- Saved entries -

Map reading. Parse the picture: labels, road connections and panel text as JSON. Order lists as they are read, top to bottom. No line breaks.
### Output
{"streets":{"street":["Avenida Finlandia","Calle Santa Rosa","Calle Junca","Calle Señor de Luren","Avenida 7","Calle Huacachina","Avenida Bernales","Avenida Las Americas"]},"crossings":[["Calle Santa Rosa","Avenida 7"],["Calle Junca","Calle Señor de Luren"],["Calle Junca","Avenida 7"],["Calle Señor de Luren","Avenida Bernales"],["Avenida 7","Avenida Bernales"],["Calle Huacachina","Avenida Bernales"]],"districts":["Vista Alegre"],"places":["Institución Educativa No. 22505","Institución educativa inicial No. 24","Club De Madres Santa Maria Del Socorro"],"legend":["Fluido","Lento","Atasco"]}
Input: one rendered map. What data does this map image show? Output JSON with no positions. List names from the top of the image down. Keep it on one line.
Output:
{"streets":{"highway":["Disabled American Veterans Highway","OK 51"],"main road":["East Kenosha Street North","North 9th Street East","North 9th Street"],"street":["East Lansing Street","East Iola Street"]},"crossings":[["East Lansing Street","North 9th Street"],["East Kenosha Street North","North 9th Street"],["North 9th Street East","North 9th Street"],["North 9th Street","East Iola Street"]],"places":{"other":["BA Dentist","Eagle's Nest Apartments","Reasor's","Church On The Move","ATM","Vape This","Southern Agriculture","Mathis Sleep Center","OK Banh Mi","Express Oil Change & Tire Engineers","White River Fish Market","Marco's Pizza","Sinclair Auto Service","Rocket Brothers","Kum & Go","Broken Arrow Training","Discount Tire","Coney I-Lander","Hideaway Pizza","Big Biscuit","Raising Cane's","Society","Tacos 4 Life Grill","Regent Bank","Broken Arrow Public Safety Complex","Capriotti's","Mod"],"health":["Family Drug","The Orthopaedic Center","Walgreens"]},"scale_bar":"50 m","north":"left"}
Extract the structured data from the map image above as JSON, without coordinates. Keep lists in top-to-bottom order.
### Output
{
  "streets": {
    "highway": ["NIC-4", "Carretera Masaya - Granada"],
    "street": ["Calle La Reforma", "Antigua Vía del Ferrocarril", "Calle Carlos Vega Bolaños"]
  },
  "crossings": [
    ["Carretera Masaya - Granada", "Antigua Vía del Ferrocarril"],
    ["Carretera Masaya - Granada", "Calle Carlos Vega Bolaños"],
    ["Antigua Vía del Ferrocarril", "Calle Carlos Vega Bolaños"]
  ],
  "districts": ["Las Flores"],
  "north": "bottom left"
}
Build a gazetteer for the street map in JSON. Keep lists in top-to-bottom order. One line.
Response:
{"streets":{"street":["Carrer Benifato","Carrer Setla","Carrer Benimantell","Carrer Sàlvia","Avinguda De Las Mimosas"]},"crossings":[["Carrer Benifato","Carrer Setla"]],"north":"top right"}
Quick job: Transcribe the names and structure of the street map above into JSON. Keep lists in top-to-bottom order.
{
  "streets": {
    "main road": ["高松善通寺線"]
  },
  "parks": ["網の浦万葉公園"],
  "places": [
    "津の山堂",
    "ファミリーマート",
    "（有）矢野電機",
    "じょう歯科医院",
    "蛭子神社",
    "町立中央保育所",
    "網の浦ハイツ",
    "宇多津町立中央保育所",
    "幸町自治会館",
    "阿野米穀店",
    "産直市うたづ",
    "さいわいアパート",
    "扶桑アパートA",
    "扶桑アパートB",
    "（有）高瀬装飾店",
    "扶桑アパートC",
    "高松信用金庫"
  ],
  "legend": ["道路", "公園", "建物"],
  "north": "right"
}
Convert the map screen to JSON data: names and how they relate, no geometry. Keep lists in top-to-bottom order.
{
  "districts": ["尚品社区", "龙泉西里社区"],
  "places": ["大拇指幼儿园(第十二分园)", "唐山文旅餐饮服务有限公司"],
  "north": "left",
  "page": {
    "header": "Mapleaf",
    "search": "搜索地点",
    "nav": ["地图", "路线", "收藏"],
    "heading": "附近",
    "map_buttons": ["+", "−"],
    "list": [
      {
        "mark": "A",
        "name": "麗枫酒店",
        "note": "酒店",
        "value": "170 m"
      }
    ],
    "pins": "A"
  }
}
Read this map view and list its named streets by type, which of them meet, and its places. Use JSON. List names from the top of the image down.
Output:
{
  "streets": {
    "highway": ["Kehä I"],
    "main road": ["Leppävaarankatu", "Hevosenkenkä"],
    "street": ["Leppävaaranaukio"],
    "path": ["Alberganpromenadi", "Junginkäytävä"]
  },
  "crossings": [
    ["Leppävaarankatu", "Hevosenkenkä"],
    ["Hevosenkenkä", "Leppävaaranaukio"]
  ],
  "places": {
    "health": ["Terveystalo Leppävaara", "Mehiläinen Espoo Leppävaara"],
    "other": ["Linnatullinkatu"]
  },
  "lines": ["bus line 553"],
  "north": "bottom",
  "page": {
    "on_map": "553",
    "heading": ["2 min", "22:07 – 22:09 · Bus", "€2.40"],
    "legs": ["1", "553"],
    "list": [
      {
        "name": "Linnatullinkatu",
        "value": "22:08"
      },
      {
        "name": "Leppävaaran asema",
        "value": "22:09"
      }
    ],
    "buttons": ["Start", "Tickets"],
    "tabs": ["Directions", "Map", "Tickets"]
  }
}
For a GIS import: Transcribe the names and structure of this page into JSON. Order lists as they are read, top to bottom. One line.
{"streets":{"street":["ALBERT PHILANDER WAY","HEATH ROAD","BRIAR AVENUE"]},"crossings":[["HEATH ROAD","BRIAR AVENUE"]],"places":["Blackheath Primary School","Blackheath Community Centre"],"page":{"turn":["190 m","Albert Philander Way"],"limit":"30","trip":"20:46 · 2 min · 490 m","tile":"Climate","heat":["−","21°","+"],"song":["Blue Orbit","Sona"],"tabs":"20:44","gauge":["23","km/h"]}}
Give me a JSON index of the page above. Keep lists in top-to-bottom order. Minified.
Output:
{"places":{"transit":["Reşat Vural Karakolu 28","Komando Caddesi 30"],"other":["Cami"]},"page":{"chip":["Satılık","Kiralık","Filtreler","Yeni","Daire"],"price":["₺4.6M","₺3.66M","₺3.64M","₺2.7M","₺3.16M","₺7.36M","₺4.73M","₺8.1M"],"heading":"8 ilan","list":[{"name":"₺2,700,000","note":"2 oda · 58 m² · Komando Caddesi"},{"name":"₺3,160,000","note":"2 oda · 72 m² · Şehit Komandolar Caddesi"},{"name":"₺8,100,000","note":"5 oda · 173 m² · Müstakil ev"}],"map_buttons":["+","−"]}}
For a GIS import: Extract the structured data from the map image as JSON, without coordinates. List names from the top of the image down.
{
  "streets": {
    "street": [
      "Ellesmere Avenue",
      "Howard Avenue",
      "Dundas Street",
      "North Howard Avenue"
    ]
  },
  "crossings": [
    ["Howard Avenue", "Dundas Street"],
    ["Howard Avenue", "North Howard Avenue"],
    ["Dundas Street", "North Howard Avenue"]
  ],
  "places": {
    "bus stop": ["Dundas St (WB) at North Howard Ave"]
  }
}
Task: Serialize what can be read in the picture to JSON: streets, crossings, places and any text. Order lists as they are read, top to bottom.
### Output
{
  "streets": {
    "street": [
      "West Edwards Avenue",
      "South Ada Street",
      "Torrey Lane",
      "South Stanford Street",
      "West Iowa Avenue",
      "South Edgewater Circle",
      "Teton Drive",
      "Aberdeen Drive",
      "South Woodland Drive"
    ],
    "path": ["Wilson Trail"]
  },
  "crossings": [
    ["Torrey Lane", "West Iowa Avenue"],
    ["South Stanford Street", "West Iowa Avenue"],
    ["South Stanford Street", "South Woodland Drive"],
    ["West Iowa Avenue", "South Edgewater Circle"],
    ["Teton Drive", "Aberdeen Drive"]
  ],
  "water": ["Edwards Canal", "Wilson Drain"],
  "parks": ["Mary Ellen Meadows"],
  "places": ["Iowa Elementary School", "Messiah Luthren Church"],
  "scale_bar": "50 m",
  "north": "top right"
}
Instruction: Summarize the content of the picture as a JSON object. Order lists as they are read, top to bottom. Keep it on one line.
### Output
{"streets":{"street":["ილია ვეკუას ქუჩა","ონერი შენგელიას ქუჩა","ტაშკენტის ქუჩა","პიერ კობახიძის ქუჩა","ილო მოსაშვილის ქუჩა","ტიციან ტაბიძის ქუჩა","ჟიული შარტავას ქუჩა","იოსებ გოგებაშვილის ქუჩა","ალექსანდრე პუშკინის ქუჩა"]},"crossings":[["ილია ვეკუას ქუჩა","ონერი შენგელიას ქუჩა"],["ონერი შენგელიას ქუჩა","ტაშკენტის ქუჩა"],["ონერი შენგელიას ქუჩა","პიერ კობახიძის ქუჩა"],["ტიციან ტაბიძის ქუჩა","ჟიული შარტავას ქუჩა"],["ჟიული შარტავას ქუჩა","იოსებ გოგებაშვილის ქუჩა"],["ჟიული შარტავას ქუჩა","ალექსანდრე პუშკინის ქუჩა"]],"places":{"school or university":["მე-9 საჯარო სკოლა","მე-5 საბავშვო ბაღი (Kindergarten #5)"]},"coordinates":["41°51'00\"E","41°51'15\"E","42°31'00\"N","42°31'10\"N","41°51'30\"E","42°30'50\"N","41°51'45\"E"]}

- WORK TASK -
Scan the records above for the lines holding "For a GIS import: Extract" and "Instruction: Summarize the". Transcribe those two and every line between them word for word, and no others.

- REPLY -
For a GIS import: Extract the structured data from the map image as JSON, without coordinates. List names from the top of the image down.
{
  "streets": {
    "street": [
      "Ellesmere Avenue",
      "Howard Avenue",
      "Dundas Street",
      "North Howard Avenue"
    ]
  },
  "crossings": [
    ["Howard Avenue", "Dundas Street"],
    ["Howard Avenue", "North Howard Avenue"],
    ["Dundas Street", "North Howard Avenue"]
  ],
  "places": {
    "bus stop": ["Dundas St (WB) at North Howard Ave"]
  }
}
Task: Serialize what can be read in the picture to JSON: streets, crossings, places and any text. Order lists as they are read, top to bottom.
### Output
{
  "streets": {
    "street": [
      "West Edwards Avenue",
      "South Ada Street",
      "Torrey Lane",
      "South Stanford Street",
      "West Iowa Avenue",
      "South Edgewater Circle",
      "Teton Drive",
      "Aberdeen Drive",
      "South Woodland Drive"
    ],
    "path": ["Wilson Trail"]
  },
  "crossings": [
    ["Torrey Lane", "West Iowa Avenue"],
    ["South Stanford Street", "West Iowa Avenue"],
    ["South Stanford Street", "South Woodland Drive"],
    ["West Iowa Avenue", "South Edgewater Circle"],
    ["Teton Drive", "Aberdeen Drive"]
  ],
  "water": ["Edwards Canal", "Wilson Drain"],
  "parks": ["Mary Ellen Meadows"],
  "places": ["Iowa Elementary School", "Messiah Luthren Church"],
  "scale_bar": "50 m",
  "north": "top right"
}
Instruction: Summarize the content of the picture as a JSON object. Order lists as they are read, top to bottom. Keep it on one line.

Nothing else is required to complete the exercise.